Por favor, não pensem que estou melancólico,
imbuído de pessimismo ou algum mau presságio. Nada disso. Gosto do meu
envelhecer. Assim, devo esclarecer de saída que não temo minha morte. Pelo contrário,
sem venerá-la, quero sentir seu abraço fatal quando chegar a minha vez. E que
seu beijo nos seja consciente, pleno e se possível delicado. Acho que não
lutarei pela vida, além do que ela já terá sido. O que me perturba muito é ver
a morte alheia cada vez mais frequente. E como elas se multiplicam sem cuidado
em ferir os que ficam. Medindo a fila que não cessa de aumentar, fico meditando
sobre o sentido da existência em suas marcações impostas pela sina do
calendário que vai, do seu jeito, escolhendo quem será o próximo. Pensar em
quantos nos deixaram é como medir a vida pelos que se despediram antes e que,
em recordações esfumaçadas, vão se distanciando, se deixando esquecer. E assim,
não há como legar ao abandono a relação de tudo com o movimento voraz da vida e
com o que realmente significa a morte. Sim, morremos de verdade quando ninguém
mais sabe de nossa existência. O passado é muito rápido, muito ligeiro, e vai
comendo reminiscências que, estas sim, envelhecem sem preocupação com qualquer
futuro.
Não vou pôr em discussão a existência ou não de
vida depois da morte. Como historiador, sei que deveria estar mais preparado
para perceber o declínio de tudo. História é a luta pela legitimação da
memória, pelo reconhecimento do sinal das coisas que devem ficar. Mas na
seleção do que valeu, obrigatoriamente, mitiga-se o que é fátuo e viramos, no
máximo, saudade. Aprendemos nessa lição o sentido de nossa insignificância. E
então perguntamos: quem há de se lembrar de nós? Até onde alguém vai saber do
sentido que procurei dar à minha experiência? Por quanto tempo perdurará nossa recordação?
Quando olho a história de minha família, vejo pálidos vestígios de pessoas que
foram heroicas, mas das quais pouco sei, ainda que tenham sido gente brava que
atravessou o oceano e plantou a vida no Brasil, pessoas que lutaram contra a
pobreza absoluta, que rasgaram estatutos identitários originais e que
sobreviveram aprendendo outras línguas e costumes. Por certo, sou-lhes grato e
reconhecido, mas, quando medido o desconhecimento que tenho de meus bisavós,
fico perplexo e relativizo a vaidade de minhas toscas conquistas. De que valeu
a façanha de nossos antepassados, se deles as memórias vão se apagando?
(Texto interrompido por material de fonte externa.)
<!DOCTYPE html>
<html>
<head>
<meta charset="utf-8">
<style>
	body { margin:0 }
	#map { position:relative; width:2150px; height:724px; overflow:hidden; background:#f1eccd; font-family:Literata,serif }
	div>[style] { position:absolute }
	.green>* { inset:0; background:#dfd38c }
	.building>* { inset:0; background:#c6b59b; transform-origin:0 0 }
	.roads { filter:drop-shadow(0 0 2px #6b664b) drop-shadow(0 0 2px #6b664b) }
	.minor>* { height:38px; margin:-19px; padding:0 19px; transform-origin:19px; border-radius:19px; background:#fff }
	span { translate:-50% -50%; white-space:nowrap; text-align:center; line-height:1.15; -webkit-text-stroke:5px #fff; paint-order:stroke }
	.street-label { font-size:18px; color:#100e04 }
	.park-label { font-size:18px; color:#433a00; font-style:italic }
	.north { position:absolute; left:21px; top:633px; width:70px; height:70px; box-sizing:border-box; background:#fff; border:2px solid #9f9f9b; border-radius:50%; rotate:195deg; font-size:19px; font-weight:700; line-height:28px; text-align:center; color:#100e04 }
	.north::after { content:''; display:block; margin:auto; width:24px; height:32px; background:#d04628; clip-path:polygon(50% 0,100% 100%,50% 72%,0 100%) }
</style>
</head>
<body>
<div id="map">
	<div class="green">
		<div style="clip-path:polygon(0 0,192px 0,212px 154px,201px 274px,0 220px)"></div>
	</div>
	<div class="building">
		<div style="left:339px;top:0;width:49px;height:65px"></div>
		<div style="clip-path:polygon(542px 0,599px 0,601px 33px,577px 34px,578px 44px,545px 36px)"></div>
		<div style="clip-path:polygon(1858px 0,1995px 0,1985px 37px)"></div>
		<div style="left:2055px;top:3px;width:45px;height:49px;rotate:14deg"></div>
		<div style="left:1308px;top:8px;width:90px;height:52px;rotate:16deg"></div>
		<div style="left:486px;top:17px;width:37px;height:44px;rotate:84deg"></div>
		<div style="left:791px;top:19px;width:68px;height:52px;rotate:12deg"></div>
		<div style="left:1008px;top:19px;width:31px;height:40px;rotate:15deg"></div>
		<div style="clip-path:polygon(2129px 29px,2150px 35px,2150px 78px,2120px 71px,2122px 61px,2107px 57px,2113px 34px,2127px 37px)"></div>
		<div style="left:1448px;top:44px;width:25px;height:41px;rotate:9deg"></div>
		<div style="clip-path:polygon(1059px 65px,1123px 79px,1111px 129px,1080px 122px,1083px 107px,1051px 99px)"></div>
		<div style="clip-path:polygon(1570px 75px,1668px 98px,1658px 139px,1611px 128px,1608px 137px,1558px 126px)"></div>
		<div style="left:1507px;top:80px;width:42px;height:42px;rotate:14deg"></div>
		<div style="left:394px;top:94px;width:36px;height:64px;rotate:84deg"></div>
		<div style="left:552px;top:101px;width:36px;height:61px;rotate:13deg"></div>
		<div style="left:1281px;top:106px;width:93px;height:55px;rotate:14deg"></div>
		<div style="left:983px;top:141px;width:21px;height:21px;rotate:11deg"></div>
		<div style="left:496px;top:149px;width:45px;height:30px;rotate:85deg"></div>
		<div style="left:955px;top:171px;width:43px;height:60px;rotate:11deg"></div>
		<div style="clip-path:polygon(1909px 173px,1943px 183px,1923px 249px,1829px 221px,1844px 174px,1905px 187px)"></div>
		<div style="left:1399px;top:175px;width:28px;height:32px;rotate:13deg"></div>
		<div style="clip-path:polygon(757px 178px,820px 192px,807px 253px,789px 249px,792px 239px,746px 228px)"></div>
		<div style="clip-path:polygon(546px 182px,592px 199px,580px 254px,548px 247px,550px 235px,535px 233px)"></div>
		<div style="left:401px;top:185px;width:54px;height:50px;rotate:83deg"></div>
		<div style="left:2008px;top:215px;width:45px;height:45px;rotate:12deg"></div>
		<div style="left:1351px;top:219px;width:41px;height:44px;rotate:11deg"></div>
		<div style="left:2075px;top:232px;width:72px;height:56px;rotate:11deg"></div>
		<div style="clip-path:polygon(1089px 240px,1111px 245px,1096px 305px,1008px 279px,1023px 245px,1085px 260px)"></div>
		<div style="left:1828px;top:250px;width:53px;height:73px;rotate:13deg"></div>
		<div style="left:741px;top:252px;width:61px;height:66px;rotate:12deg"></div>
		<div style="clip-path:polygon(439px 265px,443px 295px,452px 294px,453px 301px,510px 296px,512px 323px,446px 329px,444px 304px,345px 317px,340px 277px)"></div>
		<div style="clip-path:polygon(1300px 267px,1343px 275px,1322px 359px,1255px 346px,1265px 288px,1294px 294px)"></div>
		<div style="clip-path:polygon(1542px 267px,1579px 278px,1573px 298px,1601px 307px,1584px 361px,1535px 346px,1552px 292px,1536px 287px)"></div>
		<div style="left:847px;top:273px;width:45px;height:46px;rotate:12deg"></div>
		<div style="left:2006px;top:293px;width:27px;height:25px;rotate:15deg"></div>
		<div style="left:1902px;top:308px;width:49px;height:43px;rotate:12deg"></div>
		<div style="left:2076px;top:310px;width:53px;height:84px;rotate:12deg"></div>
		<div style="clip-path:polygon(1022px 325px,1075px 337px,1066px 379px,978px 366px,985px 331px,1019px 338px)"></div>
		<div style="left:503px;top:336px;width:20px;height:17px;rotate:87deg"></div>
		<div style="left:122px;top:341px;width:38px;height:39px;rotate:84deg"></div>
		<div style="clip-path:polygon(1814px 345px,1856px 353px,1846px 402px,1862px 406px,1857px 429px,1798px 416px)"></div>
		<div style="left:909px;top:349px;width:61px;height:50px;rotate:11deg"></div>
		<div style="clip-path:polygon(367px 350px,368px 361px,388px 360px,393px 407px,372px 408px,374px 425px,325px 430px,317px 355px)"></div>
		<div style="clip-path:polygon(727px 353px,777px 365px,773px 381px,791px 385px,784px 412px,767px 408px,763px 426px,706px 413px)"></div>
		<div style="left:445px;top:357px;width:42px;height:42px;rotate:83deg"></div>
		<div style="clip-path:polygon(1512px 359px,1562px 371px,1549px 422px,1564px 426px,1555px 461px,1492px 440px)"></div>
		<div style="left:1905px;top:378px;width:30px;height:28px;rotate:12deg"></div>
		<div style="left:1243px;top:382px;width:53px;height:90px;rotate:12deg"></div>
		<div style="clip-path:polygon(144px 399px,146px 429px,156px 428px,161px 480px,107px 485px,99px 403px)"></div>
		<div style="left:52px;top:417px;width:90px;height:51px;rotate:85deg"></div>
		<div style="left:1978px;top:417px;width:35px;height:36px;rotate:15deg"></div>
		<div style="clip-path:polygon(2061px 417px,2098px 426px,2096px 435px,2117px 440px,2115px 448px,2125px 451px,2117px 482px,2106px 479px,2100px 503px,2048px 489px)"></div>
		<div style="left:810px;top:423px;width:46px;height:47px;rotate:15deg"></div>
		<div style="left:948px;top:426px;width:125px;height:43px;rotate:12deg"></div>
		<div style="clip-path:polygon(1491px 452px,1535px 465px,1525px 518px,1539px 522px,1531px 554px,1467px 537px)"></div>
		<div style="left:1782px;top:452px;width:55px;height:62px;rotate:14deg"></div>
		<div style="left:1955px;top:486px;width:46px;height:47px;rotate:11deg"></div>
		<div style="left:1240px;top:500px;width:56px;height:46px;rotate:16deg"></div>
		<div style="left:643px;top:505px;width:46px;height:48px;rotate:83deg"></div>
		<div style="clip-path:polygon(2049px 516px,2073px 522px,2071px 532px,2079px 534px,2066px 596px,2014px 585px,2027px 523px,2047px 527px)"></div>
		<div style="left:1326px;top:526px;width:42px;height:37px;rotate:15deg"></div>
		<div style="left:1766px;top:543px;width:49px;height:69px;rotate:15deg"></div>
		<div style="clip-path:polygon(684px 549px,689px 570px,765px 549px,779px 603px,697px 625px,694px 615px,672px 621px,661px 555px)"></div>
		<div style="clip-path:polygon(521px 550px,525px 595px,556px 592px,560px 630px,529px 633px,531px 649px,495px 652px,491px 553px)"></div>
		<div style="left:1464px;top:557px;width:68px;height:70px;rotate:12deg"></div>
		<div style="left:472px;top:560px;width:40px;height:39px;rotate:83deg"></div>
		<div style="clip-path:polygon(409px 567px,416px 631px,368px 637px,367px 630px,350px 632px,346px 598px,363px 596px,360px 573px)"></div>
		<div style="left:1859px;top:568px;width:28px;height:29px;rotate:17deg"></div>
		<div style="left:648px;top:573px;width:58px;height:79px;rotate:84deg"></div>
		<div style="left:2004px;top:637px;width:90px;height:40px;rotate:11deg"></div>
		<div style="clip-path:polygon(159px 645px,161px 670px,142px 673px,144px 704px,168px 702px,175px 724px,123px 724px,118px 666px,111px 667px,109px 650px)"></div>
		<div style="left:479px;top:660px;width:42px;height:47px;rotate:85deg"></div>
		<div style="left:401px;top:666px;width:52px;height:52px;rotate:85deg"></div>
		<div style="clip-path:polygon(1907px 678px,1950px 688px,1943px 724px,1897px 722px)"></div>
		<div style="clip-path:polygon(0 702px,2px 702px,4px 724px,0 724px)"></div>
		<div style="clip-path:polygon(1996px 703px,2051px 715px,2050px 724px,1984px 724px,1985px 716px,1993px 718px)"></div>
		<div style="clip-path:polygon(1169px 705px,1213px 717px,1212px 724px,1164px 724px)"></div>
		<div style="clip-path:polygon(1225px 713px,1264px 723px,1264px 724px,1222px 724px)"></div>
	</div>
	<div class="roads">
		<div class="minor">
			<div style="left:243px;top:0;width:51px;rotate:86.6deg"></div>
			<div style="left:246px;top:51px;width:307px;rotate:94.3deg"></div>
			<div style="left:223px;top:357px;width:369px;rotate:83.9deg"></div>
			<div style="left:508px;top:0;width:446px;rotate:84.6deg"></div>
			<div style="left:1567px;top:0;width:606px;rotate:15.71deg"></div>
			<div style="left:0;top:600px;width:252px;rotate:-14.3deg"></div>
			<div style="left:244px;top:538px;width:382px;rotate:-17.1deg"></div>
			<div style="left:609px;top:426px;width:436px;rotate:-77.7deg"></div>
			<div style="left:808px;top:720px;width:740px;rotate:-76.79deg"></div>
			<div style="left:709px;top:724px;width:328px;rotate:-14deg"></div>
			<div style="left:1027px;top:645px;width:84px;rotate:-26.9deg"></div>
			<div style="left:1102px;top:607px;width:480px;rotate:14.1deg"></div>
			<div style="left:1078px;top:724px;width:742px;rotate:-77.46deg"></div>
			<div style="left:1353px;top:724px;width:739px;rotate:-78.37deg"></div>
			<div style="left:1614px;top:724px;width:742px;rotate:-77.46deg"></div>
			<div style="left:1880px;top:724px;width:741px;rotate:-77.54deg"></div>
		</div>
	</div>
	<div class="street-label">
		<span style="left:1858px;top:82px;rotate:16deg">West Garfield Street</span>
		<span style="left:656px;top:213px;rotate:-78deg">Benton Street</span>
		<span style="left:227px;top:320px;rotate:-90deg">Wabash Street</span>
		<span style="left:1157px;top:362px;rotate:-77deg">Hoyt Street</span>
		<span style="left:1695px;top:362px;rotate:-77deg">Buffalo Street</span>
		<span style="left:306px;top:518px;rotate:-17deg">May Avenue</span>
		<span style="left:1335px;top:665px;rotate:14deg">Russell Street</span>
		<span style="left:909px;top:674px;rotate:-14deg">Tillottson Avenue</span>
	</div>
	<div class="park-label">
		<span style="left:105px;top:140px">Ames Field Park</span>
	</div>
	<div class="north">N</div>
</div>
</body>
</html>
Certamente, meus netos terão pálidas lembranças de minha passagem e formação
familiar. E é bom que seja assim, pois seria mais difícil viver se as
lembranças insistissem em montar praça.
A depuração destas meditações indica algo importante: tenho que amar mais os seres que animam meu viver. Entendo melhor agora, mais velho, o sentido da vida que pulsa no reconhecimento da partilha da vida. Nessa direção respondo a pergunta sobre a força do existir: sim, está valendo a pena, tanto que registro isso nesta crônica escrita em saudação aos parentes, amigos e pacientes leitores.